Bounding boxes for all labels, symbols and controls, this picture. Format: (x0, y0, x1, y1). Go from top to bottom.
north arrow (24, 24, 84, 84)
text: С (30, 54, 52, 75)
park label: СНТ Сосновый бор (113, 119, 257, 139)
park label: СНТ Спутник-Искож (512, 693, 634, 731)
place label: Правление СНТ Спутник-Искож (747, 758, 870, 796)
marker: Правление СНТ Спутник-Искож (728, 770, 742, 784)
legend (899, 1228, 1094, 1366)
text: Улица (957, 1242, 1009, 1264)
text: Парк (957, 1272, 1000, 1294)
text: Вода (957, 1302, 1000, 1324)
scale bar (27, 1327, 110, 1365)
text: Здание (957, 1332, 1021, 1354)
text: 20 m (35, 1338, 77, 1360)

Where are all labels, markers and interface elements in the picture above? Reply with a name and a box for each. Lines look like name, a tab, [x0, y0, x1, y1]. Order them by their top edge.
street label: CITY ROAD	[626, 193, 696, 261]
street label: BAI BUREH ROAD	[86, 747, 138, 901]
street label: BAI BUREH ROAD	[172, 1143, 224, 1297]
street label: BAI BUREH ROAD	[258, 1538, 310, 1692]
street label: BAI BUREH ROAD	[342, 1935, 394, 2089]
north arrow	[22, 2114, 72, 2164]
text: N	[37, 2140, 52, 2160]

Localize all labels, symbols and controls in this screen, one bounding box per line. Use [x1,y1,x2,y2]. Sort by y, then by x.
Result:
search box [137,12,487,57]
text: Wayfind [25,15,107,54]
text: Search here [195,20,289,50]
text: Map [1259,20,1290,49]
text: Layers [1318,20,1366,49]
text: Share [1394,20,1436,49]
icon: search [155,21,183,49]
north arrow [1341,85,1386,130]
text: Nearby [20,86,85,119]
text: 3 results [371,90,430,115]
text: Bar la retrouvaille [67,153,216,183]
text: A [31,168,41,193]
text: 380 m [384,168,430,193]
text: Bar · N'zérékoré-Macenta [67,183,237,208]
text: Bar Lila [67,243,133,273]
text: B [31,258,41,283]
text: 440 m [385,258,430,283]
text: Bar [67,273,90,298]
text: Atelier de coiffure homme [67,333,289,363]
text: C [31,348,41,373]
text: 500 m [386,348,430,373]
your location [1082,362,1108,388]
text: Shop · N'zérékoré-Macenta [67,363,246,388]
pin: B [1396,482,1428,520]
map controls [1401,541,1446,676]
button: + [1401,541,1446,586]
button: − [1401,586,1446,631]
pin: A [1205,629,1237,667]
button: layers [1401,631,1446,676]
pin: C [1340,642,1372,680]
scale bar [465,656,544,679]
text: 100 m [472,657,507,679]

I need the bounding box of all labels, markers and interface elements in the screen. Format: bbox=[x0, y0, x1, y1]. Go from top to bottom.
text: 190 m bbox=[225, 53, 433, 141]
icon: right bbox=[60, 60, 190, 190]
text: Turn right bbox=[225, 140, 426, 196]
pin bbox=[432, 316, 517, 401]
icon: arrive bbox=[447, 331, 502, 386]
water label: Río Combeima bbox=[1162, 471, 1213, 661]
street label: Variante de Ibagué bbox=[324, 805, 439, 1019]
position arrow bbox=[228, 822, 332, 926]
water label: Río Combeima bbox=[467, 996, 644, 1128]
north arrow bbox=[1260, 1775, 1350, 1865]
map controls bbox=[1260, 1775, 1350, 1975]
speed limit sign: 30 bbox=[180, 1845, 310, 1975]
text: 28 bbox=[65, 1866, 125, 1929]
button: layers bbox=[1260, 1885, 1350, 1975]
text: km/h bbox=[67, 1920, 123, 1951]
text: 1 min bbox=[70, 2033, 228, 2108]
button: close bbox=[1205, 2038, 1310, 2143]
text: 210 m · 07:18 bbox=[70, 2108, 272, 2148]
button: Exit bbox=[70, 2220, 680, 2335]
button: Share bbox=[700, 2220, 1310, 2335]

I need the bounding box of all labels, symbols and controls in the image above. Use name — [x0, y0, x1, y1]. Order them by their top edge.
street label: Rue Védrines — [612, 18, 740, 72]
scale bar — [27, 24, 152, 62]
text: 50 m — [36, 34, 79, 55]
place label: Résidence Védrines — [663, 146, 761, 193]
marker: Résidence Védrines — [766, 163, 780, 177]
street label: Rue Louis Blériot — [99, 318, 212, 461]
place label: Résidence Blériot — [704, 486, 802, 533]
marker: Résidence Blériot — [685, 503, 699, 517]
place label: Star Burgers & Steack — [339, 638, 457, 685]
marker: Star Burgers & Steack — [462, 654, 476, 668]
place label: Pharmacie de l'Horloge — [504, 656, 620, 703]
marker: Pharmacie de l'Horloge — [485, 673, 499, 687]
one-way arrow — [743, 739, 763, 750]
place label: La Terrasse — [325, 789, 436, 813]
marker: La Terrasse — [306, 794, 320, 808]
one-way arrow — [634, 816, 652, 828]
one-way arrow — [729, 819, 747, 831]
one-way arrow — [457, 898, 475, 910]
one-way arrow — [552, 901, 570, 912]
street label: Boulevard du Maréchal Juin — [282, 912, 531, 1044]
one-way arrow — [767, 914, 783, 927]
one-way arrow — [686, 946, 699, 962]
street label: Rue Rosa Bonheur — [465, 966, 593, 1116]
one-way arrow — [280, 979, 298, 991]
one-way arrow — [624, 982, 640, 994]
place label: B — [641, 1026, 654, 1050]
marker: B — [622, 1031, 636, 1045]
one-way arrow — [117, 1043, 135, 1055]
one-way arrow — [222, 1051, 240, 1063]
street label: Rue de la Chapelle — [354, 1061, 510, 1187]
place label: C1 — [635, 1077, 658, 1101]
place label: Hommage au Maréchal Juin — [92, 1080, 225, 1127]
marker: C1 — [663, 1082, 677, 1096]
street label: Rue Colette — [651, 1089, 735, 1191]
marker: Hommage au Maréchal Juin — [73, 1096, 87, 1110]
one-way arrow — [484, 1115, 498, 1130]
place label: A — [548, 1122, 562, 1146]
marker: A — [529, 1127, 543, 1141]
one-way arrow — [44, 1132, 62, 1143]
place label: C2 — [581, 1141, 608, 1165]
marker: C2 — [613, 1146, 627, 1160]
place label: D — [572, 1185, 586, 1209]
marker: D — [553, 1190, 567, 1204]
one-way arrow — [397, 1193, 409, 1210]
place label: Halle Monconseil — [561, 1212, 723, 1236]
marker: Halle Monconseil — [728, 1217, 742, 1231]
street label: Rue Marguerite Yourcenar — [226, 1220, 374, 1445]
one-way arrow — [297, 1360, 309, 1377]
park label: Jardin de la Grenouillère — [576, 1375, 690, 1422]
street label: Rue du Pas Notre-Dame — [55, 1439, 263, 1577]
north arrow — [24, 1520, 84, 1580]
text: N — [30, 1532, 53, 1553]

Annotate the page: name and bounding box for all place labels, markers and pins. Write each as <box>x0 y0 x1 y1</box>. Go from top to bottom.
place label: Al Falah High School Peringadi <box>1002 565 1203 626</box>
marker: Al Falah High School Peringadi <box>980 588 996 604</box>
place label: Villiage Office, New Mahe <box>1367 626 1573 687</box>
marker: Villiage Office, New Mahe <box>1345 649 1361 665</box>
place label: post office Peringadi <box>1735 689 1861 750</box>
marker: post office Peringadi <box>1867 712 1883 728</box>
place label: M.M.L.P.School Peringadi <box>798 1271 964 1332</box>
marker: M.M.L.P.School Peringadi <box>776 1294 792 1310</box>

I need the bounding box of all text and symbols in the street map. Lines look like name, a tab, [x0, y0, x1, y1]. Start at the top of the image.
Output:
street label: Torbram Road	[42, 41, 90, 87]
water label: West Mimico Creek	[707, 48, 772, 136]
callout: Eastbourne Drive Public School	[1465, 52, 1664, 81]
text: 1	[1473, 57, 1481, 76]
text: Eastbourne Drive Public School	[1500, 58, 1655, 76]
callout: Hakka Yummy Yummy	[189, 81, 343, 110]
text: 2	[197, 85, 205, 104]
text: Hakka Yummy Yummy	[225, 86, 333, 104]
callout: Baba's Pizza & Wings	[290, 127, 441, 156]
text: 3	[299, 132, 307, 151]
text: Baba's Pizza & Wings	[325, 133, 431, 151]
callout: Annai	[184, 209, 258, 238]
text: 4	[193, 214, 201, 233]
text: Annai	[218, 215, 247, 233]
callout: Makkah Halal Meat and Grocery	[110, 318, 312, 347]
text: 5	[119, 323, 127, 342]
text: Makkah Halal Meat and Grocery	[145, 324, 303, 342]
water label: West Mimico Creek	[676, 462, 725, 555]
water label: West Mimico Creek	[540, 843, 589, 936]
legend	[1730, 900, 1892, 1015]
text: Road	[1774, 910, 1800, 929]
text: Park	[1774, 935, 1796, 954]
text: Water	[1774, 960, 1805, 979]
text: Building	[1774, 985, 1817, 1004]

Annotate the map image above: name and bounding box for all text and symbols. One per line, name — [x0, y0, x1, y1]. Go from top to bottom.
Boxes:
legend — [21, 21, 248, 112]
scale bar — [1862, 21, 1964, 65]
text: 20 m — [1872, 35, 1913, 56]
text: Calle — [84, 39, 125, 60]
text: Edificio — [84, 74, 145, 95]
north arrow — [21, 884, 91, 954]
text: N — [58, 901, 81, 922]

────

▶ **Assignment**: Begin at the line that has "Annotate the page: name" in the entries above; stop after the line that has "I need the bounding box of all text". Transcribe exactly those lines and no others.

▶ **Solution to this task**:
Annotate the page: name and bounding box for all place labels, markers and pins. Write each as <box>x0 y0 x1 y1</box>. Go from top to bottom.
place label: Al Falah High School Peringadi <box>1002 565 1203 626</box>
marker: Al Falah High School Peringadi <box>980 588 996 604</box>
place label: Villiage Office, New Mahe <box>1367 626 1573 687</box>
marker: Villiage Office, New Mahe <box>1345 649 1361 665</box>
place label: post office Peringadi <box>1735 689 1861 750</box>
marker: post office Peringadi <box>1867 712 1883 728</box>
place label: M.M.L.P.School Peringadi <box>798 1271 964 1332</box>
marker: M.M.L.P.School Peringadi <box>776 1294 792 1310</box>

I need the bounding box of all text and symbols in the street map. Lines look like name, a tab, [x0, y0, x1, y1]. Start at the top of the image.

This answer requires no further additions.